"'From a breaking heart,' she answered, and I never forgot her looks or her words. The breaking heart became an image in my mind, almost as distinct as the rusted steel. For a long time I was afraid to jump or bound about the room, lest the fracture in my mother's heart should be made wider, and more tears come gushing through.

"But she did not always weep. She taught me to read, while she toiled with her needle, and she told me tales of the genii and of fairy-land, at twilight hour, or as she used to say, 'entre le loup et le chien,' in her own expressive, idiomatic language. She told me, too, stories from the Bible, before I was able to read them, of Isaac bound on the sacrificial pyre, with his father kneeling by him, ready to plunge the knife in his young heart, when the angels called to him out of heaven to stay his uplifted hand; of Joseph's wondrous history, from his coat of many colors, fatal cause of fraternal jealousy, to the royal robes and golden chain with which Pharaoh invested him; of David, the shepherd-boy, the minstrel monarch, the conqueror of Philistia's giant chief. It was thus she employed the dim hours between the setting sun and the rising stars; but the moment she lighted her lonely lamp she again plied her busy needle, though alas! too often rusted with her tears.

"Thus my early childhood passed,—and every day my heart twined more closely round my mother's heart, and I began to form great plans of future achievements to be wrought for her. I would be a second Joseph and go to some distant land and win fame, and honors, and wealth, and send for her that I might lay them all at her feet. She would not, at first, recognize her boy in the purple and fine linen of his sumptuous attire; but I would fall on her neck, and lift up my voice and weep aloud, and then she would know her child. A mother's tears, Gabriella, nurture great aspirations in a child.

"I used to accompany her to the shop when she carried home her work. It was there she first met the gentleman whose name I bear. Their acquaintance commenced through me, to whom he seemed peculiarly attracted, and he won my admiring gratitude by the gifts he lavished upon me. He came often to see my mother, and though at first she shrunk from his visits, she gradually came to welcome him as a friend and a benefactor.

"One evening, I think I was about eight or nine years old, she took me in her arms, and told me, with many tears, that Mr. Clyde, the good and kind gentleman whom I loved so much, had offered to be a father to me, and was going to take us both to a pleasant home in the country, where I could run about in the green fields, and be free as the birds of the air. She told me that perhaps my own father was living, but that he had left her so long their union was annulled by law, and that she had a right to marry another, and that she did so that I might have a father and protector. She explained this simply, so that I understood it all, and I understood too why she wished me to drop my own name and take that of her future husband. It was associated with so much sorrow and wrong, it was painful to her ear, and Mr. Clyde wished me to adopt his own. He was a good and honorable man, and I cherish his memory with reverence and gratitude. If the fissure in my mother's heart was not healed, it closed, and tears no longer dripped through.

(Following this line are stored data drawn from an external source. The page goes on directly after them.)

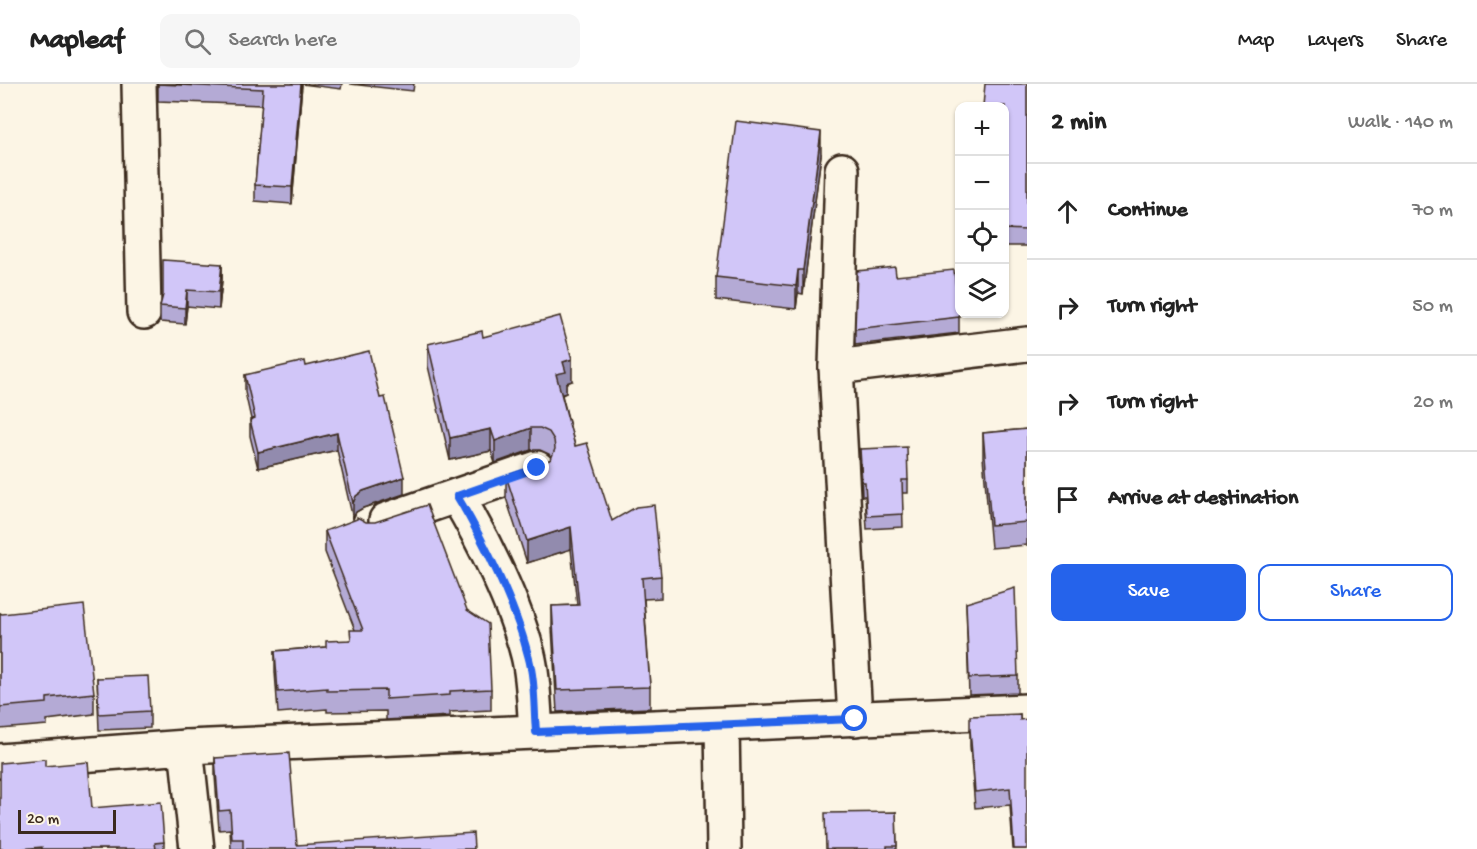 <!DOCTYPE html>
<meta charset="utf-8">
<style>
body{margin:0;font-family:"Gochi Hand",sans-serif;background:#f6f6f6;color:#222}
.controls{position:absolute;right:18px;top:18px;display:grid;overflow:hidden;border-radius:12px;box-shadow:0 2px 4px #0004}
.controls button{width:54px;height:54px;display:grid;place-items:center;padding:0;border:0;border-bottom:2px solid #e0e0e0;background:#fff;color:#222;font:30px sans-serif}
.scale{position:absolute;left:18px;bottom:15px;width:98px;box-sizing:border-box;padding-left:6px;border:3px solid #3b2a1e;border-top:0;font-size:16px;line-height:21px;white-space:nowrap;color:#3b2a1e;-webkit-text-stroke:4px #fcf5e5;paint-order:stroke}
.stop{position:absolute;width:18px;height:18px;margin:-14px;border:4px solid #2563eb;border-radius:50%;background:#fff}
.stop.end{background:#2563eb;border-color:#fff;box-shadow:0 2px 6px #0008}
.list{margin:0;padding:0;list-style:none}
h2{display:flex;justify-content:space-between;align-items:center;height:78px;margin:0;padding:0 24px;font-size:26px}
h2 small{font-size:20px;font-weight:400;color:#767676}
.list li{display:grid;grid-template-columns:39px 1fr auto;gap:18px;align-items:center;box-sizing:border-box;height:96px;padding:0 24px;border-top:2px solid #e0e0e0}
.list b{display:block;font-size:22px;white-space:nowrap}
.list em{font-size:20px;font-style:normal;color:#767676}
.actions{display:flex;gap:12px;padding:18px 24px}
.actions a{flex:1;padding:14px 0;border:2px solid #2563eb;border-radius:12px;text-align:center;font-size:21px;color:#2563eb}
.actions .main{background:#2563eb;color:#fff}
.icon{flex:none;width:33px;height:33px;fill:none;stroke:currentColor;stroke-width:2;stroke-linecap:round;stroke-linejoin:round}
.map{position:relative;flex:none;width:1027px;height:765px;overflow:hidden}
header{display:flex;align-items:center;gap:36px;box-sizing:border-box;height:84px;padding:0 30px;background:#fff;border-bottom:2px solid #e0e0e0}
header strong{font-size:28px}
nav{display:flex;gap:33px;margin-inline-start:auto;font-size:21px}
.search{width:420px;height:54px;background:#f6f6f6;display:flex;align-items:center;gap:15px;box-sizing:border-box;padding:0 21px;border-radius:12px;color:#767676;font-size:22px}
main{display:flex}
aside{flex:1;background:#fff}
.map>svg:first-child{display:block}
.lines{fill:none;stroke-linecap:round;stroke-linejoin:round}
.minor-casing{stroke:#3b2a1e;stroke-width:38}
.minor{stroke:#fcf5e5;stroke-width:33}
.wall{fill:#b4aad5;stroke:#3b2a1e;stroke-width:1.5}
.shaded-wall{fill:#928bae;stroke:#3b2a1e;stroke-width:1.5}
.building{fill:#d1c6f8;stroke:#3b2a1e;stroke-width:1.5}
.route{stroke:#2563eb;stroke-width:8}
</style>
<header>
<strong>Mapleaf</strong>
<div class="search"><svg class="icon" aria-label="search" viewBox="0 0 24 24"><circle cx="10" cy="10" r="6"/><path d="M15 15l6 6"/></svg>Search here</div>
<nav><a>Map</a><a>Layers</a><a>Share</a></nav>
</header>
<main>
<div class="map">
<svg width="1027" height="765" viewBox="0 0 1027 765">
<rect width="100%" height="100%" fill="#fcf5e5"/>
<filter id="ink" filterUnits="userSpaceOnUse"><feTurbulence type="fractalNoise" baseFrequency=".0167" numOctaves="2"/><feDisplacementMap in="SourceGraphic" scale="12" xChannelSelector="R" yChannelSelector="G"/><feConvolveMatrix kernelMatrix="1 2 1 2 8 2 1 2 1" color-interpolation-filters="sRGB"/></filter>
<g filter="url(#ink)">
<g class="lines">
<g class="minor-casing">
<g id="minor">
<path d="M 139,0 L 144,228"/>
<path d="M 842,86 L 836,283 L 855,635"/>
<path d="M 836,283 L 1027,260"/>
<path d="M 457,412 C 484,457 515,520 528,571 C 534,595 534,623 536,648"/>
<path d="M 386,436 L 537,384"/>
<path d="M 722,641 L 724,765"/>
<path d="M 186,663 L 197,765"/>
<path d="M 0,677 L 186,663 L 1027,627"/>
</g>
</g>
<use href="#minor" class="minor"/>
</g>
<g class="wall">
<path d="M 158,0 L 342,0 L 341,5 L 302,0 L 292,120 L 255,117 L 255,101 L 262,21 L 158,17 Z"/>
<path d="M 350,0 L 414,0 L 413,7 Z"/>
<path d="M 1027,0 L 1027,162 L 1005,162 L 1005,22 Z"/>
<path d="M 821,71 L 803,210 L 798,209 L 796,225 L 716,216 L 716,193 Z"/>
<path d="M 222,180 L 222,196 L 219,225 L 187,222 L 185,240 L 160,238 L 160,222 Z"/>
<path d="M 896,192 L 959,233 L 959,249 L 855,261 L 855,245 Z"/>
<path d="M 483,253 L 572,297 L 566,299 L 566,309 L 562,311 L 575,362 L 612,437 L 661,492 L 661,514 L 644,515 L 650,603 L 650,624 L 557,628 L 552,544 L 552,522 L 577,521 L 571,465 L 527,479 L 506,414 L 506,392 L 543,380 L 551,375 L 551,373 L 549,370 L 540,366 L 531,366 L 495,379 L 491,367 L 450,376 L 428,282 L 428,260 Z"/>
<path d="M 306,282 L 404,410 L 363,424 L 356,428 L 353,435 L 337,366 L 258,384 L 250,352 L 250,336 L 251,335 L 245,308 L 245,291 Z"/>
<path d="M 1027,345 L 1027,461 L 991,464 L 983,373 L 983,349 Z"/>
<path d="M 860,365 L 908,396 L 908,409 L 902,409 L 903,443 L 867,445 L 865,412 L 862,412 Z"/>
<path d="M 325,447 L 491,605 L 491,626 L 450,628 L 450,632 L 386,636 L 386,627 L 327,628 L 327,625 L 278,629 L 275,588 L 275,567 L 326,563 L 350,556 L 355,546 L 325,468 Z"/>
<path d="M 966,519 L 1018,592 L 1018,609 L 969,611 Z"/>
<path d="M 0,529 L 94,609 L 94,630 L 47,636 L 47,641 L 0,645 Z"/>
<path d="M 97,594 L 150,627 L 150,644 L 99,646 Z"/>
<path d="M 1020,630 L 1027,765 L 1013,765 L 1010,721 L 975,724 L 970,662 L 970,645 Z"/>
<path d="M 215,674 L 297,761 L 474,765 L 231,765 L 230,745 L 219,746 L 215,692 Z"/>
<path d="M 45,682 L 92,724 L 164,758 L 164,765 L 0,765 Z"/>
<path d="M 896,728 L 897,765 L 826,765 Z"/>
</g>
<g class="shaded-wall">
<path d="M 301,0 L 302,0 L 292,120 L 292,103 Z"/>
<path d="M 821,48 L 821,71 L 803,210 L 803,186 Z"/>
<path d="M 222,180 L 222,196 L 219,225 L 219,208 Z"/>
<path d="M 798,186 L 798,209 L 796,225 L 796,202 Z"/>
<path d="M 187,206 L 187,222 L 185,240 L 185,224 Z"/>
<path d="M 572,275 L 572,297 L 566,299 L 566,309 L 556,312 L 556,290 L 563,278 Z"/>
<path d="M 531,344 L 531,366 L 495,379 L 495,357 Z"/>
<path d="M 491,345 L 491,367 L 450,376 L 450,354 Z"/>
<path d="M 337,349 L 337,366 L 258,384 L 258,368 Z"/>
<path d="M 404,393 L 404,410 L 363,424 L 356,428 L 353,435 L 353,419 L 356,412 L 363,407 Z"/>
<path d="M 571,443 L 571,465 L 527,479 L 527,457 Z"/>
</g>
<g class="building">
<path d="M 158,0 L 301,0 L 292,103 L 255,101 L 263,5 Z"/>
<path d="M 985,0 L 1027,0 L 1027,146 L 1005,145 L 1005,22 L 983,22 Z"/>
<path d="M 736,37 L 821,48 L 803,186 L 798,186 L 796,202 L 716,193 Z"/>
<path d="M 163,176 L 222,180 L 219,208 L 187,206 L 185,224 L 160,222 L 163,211 Z"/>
<path d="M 895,183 L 896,192 L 954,186 L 959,233 L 855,245 L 857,187 Z"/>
<path d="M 560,232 L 572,275 L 563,278 L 566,288 L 556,290 L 575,362 L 587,359 L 612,437 L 636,423 L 654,421 L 661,492 L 642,494 L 650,603 L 557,606 L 552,522 L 579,521 L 571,443 L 527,457 L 506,392 L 543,380 L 551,375 L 555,365 L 554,356 L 549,348 L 540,344 L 531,344 L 495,357 L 491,345 L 450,354 L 428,260 L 482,247 L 483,253 Z"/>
<path d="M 369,267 L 380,314 L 385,313 L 404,393 L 363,407 L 356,412 L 353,419 L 337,349 L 258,368 L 250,336 L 255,334 L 245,291 L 305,277 L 306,282 Z"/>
<path d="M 1027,345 L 1027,438 L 991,441 L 983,349 Z"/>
<path d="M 907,363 L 908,396 L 902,396 L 903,430 L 867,432 L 865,398 L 862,398 L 860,365 Z"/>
<path d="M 427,421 L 467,526 L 488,540 L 491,605 L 450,607 L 450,611 L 386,615 L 386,606 L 327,607 L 327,604 L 278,608 L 275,567 L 326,563 L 326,557 L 351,556 L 350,546 L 363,546 L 325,447 L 357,435 L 357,433 L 366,438 L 375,438 Z"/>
<path d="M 1015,504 L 1018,592 L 969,594 L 966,519 Z"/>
<path d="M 84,521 L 94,609 L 47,614 L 47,619 L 0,623 L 0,529 L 2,530 Z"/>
<path d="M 148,592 L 150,627 L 99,630 L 97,594 Z"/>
<path d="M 1020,630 L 1020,636 L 1027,635 L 1027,765 L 1014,765 L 1010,704 L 975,708 L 970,645 L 970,632 Z"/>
<path d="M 289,669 L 297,761 L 473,749 L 474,765 L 243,765 L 243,755 L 232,755 L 230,726 L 219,727 L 215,674 Z"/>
<path d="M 45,675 L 45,682 L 88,678 L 92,724 L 161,718 L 164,758 L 155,759 L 156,765 L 42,765 L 42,763 L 19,765 L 0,765 L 0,679 Z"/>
<path d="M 896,728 L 897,762 L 887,762 L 887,765 L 826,765 L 825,729 Z"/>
</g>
</g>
<g class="lines" filter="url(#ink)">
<path class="route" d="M 537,384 L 457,412 C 484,457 515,520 528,571 C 535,595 534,623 536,648 L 855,635"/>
</g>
</svg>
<div class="controls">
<button>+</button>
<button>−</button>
<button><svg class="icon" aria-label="locate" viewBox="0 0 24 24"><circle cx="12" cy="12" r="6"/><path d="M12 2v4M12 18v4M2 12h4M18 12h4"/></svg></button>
<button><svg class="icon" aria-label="layers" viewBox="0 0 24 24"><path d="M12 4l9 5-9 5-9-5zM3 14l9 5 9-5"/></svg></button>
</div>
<div class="scale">20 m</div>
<div class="stop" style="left:855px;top:635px"></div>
<div class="stop end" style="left:537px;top:384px"></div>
</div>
<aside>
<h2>2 min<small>Walk · 140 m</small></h2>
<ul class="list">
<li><svg class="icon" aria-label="ahead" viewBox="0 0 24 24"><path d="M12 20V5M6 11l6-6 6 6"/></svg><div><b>Continue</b></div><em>70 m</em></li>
<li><svg class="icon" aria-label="right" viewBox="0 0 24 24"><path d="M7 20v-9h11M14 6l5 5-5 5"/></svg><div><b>Turn right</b></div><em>50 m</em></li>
<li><svg class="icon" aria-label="right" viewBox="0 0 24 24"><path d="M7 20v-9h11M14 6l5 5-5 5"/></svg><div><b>Turn right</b></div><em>20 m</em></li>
<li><svg class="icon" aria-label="arrive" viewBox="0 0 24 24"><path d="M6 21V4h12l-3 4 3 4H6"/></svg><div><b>Arrive at destination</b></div></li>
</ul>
<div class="actions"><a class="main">Save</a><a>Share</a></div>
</aside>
</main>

"Our country home was pleasant and comfortable, and I revelled in the delights of nature, with all the wild passion of a bird let loose from the imprisoning cage. I went to school,—I was in the world of action,—the energies of incipient manhood awoke and struggled in my bosom. We remained about two years in this rural residence, situated in the western part of New York, when Mr. Clyde was called to attend a dying father, who lived in this town, Gabriella, not very far from the little cottage in the woods where I first knew you. He took my mother and myself with him, for she was in feeble health, and he thought the journey would invigorate her. It did not. A child of sunny France, she languished under the bleaker New England skies. She was never able to return; and he who came to bury a father, soon laid a beloved wife by the side of the aged. My heart went down to the grave with her, and it was long before its resurrection. My step-father was completely crushed by the blow, for he loved her as such a woman deserved to be loved, and mourned as few mourn. He remained with his aged mother in the old homestead, which she refused to leave, and I was placed in the academy under the charge of Mr. Regulus, where I first knew and loved you, my own sister, my darling, beloved Gabriella."

If I had loved Richard before, how much more did I love him now, after hearing his simple and affecting history, so similar to my own. As I had never loved him otherwise than as a brother, the revelation which had caused such a terrible revulsion in his feelings was a sacred sanction to mine. His nerves still vibrated from the shock, and he could not pronounce the word sister without a tremulousness of voice which betrayed internal agitation.

He had but little more to relate. His step-father was dead, and as there was found to be a heavy mortgage on his estate, he was left with a moderate income, sufficient to give him an education and a start in life. His expenses in Europe had been defrayed by some liberal gentlemen, who still considered themselves the guardians of his reputation and his fortunes.

It was painful to me to tell the story of our father's crimes, of which he had heard but a slight outline. When I described our interview in the Park, he knit his brows over his flashing eyes, and his whole frame quivered with emotion.

"My poor sister! what a dreadful scene for you. What have you not suffered! but you shall never know another sorrow from which I can shield you, another wrong from which I can defend."